Trail Running Wilsons Promontory and Mount Oberon
Huge granite faces stare out into what seems like endless miles of sea as Mount Oberon casts its shadow on the neighbouring peaks well before the sun truly sets, adding a needless sense of urgency to my ascent.
I had set out from Tidal River Campground earlier in the evening, with sunset just under two hours away, I’d predicted that, once summiting I would have about thirty to forty minutes spare before the sun would set! I noticed that the inland forests, protected from the harsh winds of Bass Straight by the mountains, harboured an entirely different ecosystem to their coastal counterparts, with large Eucalypts and delicate ferns playing host to a variety of flora and fauna. At one point I was escorted up to the summit by a swamp wallaby, I had come around the corner of the densely wooded trail and startled it, causing it to run off further along the trail and as I once again got closer this process repeated itself for at least 250 metres.
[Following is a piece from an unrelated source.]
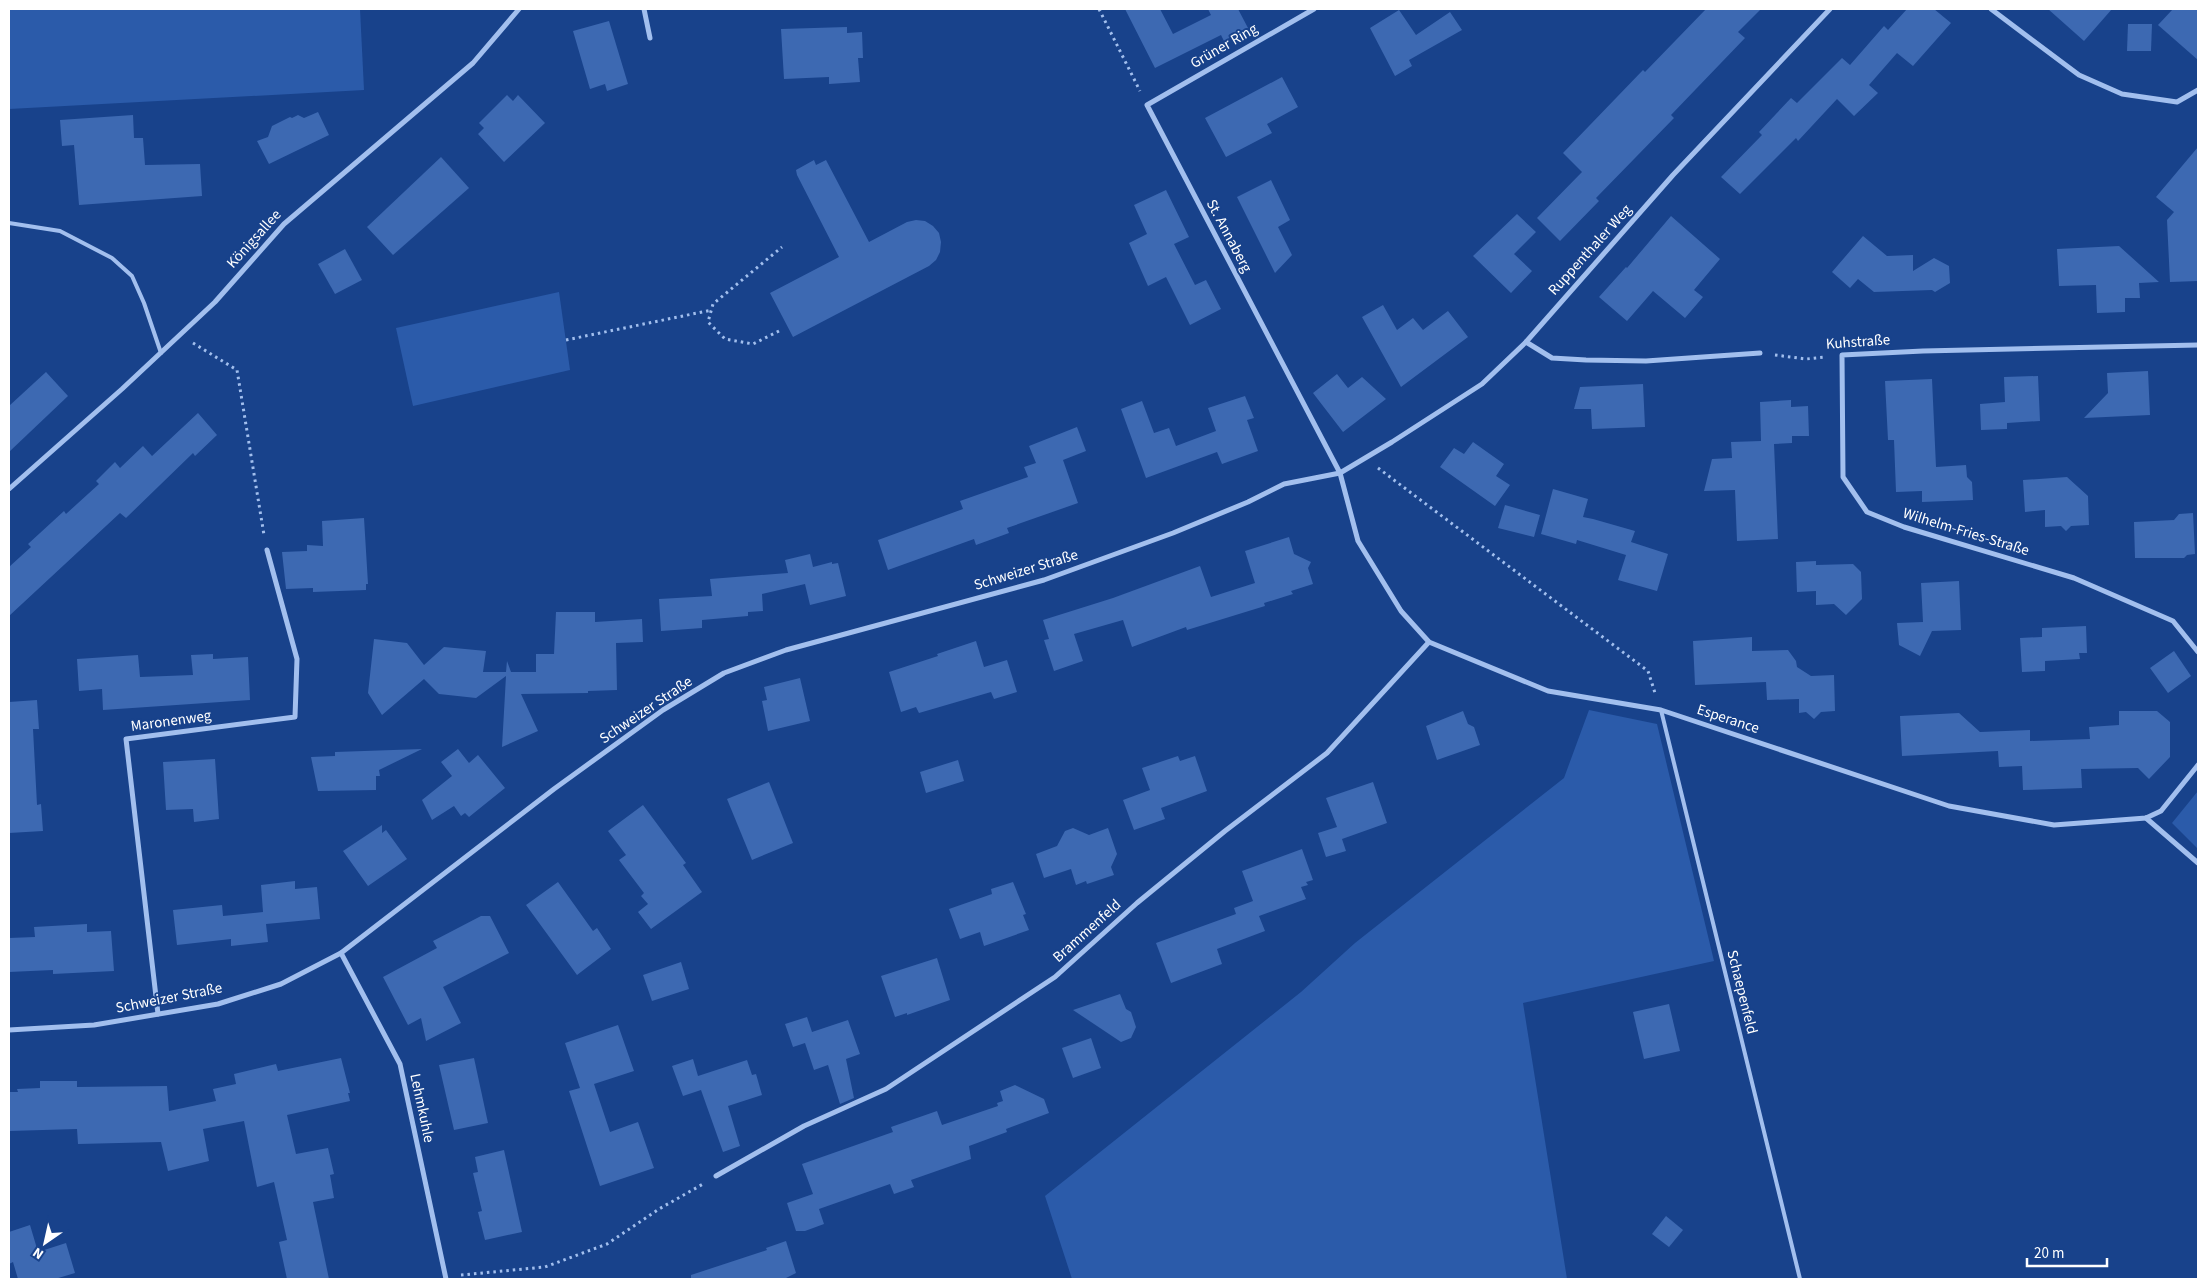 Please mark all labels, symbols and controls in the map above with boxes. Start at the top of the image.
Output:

Arriving at the plateau below the summit, I looked around at the telecom towers and thought to myself “surely this isn’t it, there has to be a track to the summit somewhere!” and sure enough after closer inspection there was a small track leading to the summit of Mount Oberon. This track, carved through smooth granite shaped by the elements over millennia. Upon summiting, I was left speechless at the panoramic views spanning from the far south to the north west.
With over forty minutes before the setting of the sun, I made myself comfortable and whilst taking in the view from 558 metres above sea level I let my mind wander. I was drawn to the similarity between the smooth granite faces of the mountain and the coastal forests which, unlike the aforementioned inland forests were at the mercy of the elements with the infamous winds of bass straight bending the trees and limiting their growth until they resembled the mountains of granite they stood upon. As I pondered the sun had begun to set in earnest and I quickly took a few photographs as the light faded.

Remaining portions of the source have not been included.